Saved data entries
● ● ● ● ● ● ●

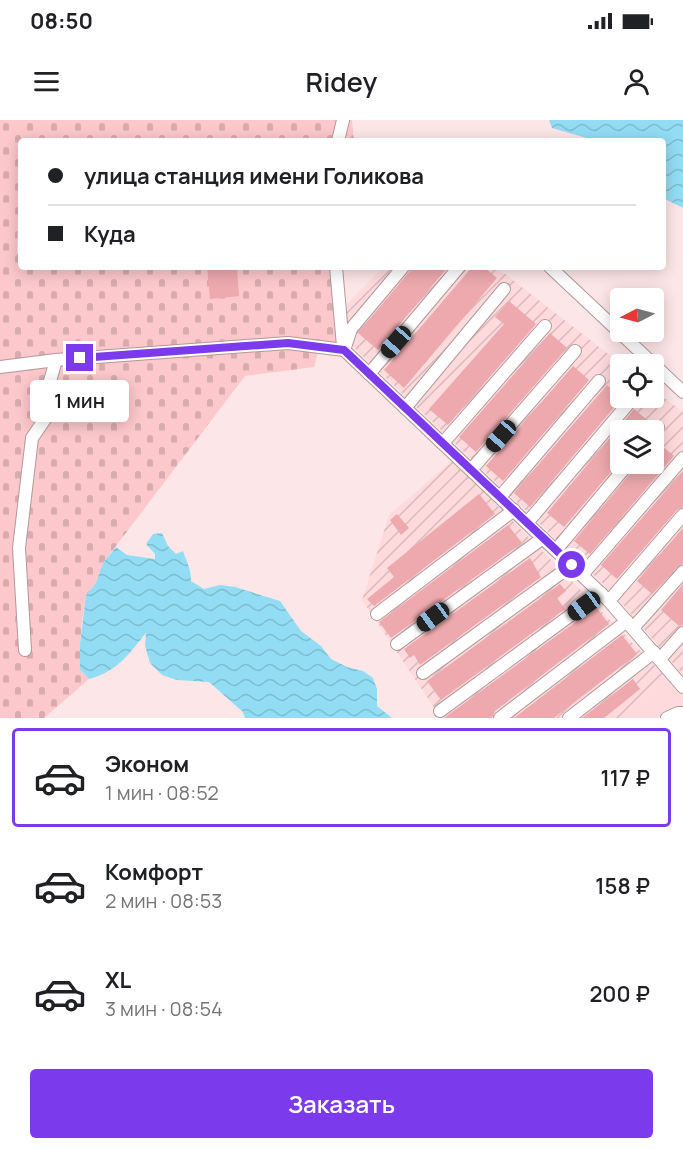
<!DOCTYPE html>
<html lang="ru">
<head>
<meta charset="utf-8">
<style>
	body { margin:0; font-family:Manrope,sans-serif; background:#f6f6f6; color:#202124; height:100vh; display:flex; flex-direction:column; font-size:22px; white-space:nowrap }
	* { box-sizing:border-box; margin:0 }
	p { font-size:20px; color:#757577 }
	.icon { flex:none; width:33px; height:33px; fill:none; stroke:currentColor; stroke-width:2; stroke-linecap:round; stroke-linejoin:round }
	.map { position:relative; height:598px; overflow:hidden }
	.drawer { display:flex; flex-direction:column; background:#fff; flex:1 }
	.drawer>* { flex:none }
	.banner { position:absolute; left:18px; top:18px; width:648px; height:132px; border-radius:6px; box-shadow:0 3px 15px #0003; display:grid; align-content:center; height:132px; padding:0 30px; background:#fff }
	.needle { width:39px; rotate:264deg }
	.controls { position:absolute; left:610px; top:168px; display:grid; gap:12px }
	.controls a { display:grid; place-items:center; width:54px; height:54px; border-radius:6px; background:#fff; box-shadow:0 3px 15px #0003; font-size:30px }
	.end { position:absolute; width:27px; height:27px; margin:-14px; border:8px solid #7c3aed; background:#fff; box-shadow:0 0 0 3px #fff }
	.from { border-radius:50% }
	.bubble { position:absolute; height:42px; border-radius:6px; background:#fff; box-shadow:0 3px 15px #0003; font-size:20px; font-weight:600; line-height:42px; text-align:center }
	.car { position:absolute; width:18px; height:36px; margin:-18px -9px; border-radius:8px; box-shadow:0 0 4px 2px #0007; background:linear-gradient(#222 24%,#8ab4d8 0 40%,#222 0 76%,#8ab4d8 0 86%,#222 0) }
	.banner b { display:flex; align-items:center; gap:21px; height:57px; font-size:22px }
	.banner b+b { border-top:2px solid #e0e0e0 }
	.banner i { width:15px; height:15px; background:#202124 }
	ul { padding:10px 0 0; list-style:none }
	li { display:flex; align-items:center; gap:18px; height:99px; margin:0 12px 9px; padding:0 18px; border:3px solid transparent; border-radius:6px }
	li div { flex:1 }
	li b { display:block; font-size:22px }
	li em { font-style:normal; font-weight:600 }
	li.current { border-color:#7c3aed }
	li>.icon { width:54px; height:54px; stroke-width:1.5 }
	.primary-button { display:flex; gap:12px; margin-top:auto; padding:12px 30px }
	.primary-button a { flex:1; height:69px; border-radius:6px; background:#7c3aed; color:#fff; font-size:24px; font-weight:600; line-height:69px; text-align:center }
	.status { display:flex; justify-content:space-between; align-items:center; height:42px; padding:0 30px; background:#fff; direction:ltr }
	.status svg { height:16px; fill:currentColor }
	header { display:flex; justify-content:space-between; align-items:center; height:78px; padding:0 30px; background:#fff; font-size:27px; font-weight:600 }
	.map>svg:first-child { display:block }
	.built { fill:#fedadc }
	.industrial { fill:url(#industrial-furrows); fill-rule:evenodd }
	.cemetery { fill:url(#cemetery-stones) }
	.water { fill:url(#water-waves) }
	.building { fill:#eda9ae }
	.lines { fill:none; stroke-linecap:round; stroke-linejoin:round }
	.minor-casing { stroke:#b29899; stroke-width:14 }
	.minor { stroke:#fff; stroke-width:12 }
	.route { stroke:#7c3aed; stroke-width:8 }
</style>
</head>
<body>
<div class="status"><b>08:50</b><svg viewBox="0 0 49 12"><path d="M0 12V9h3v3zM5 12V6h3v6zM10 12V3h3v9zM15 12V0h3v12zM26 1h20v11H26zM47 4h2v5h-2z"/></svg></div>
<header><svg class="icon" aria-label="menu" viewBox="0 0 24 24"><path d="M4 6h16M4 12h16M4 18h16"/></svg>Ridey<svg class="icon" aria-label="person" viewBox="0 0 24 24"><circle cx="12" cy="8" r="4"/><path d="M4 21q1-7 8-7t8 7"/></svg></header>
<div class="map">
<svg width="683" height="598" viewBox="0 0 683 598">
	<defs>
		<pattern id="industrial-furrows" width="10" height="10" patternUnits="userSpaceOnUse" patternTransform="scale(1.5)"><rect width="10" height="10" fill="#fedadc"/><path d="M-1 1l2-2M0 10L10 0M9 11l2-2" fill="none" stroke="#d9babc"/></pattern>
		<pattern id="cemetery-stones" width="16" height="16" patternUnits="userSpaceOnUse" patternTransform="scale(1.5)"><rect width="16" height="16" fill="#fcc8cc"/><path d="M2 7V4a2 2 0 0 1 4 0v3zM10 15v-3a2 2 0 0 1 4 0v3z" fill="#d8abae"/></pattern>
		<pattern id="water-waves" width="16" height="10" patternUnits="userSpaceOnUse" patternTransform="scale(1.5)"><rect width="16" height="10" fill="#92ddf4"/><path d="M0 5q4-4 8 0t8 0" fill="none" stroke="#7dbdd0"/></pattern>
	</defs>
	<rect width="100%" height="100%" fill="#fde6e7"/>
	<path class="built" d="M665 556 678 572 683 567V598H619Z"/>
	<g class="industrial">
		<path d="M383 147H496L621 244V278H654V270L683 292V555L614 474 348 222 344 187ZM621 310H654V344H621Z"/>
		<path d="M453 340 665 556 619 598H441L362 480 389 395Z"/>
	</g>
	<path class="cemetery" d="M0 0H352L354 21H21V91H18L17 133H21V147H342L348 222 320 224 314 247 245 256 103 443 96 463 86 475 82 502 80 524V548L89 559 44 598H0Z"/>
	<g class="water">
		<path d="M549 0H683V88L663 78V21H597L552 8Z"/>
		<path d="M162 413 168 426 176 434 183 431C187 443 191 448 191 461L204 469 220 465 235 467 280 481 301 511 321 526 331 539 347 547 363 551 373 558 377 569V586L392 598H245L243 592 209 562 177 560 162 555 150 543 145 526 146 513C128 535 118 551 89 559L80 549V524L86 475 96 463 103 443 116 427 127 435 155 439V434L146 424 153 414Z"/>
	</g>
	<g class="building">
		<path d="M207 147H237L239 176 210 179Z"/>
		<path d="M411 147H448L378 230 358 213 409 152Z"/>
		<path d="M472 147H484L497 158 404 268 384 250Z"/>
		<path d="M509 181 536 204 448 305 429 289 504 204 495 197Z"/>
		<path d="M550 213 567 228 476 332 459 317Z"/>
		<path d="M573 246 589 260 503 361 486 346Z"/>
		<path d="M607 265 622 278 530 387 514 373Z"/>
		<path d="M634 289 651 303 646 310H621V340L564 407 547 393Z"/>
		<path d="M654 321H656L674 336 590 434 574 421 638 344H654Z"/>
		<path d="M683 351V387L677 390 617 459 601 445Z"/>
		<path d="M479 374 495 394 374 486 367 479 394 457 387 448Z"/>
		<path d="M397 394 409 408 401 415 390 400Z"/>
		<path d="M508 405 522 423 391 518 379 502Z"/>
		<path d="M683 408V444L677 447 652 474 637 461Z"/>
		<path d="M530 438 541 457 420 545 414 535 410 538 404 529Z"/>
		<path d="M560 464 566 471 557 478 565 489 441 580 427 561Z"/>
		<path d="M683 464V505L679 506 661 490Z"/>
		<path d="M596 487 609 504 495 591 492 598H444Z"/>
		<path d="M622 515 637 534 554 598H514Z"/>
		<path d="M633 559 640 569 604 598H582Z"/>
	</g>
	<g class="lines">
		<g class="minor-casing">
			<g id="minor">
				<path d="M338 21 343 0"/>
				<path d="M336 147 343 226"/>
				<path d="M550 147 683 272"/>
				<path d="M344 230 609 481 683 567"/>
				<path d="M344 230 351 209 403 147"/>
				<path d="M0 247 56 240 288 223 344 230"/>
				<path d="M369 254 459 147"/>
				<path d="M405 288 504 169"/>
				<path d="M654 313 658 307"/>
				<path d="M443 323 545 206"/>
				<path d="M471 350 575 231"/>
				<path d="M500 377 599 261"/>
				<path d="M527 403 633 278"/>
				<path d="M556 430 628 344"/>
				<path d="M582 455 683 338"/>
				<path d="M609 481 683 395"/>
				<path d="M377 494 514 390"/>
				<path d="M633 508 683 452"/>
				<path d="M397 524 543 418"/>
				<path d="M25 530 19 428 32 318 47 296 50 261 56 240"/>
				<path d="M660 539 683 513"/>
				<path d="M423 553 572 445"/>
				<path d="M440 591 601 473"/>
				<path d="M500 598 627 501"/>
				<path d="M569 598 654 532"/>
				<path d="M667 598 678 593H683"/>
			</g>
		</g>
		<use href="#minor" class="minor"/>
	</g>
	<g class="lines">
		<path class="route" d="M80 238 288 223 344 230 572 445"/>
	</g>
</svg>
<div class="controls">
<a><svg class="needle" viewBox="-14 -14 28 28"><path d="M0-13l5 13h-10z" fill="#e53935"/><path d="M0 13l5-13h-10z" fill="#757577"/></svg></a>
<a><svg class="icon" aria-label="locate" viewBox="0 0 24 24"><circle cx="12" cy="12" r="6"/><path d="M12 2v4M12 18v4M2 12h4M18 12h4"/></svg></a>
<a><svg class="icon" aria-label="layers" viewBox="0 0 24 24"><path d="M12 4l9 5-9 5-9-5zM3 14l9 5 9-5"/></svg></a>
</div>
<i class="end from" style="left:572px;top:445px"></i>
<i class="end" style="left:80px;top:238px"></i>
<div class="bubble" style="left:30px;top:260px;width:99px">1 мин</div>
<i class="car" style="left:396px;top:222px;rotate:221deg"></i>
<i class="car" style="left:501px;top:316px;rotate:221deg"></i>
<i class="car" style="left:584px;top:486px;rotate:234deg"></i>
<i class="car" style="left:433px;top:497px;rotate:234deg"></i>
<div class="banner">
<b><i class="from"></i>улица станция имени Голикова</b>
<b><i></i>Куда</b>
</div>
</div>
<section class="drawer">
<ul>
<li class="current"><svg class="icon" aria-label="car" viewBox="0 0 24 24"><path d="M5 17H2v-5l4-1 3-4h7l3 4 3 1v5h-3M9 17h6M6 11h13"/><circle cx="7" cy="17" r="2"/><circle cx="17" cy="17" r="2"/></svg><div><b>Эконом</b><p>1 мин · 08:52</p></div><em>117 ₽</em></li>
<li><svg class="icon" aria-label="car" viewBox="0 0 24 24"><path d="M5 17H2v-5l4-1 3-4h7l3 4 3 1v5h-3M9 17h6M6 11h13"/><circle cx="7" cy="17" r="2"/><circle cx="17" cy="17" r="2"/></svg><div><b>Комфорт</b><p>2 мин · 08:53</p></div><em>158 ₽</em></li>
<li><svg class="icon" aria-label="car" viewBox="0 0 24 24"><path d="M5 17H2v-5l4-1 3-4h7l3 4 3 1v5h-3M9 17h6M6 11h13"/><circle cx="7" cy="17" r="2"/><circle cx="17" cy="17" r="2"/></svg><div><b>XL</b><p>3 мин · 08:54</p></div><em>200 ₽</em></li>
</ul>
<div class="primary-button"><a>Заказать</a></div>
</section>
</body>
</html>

● ● ● ● ● ● ●

**Task directions**:
Whenever the string "linejoin" shows up in a line of the records, that line counts; state how many lines count, and only that.

**Answer to this exercise**:
2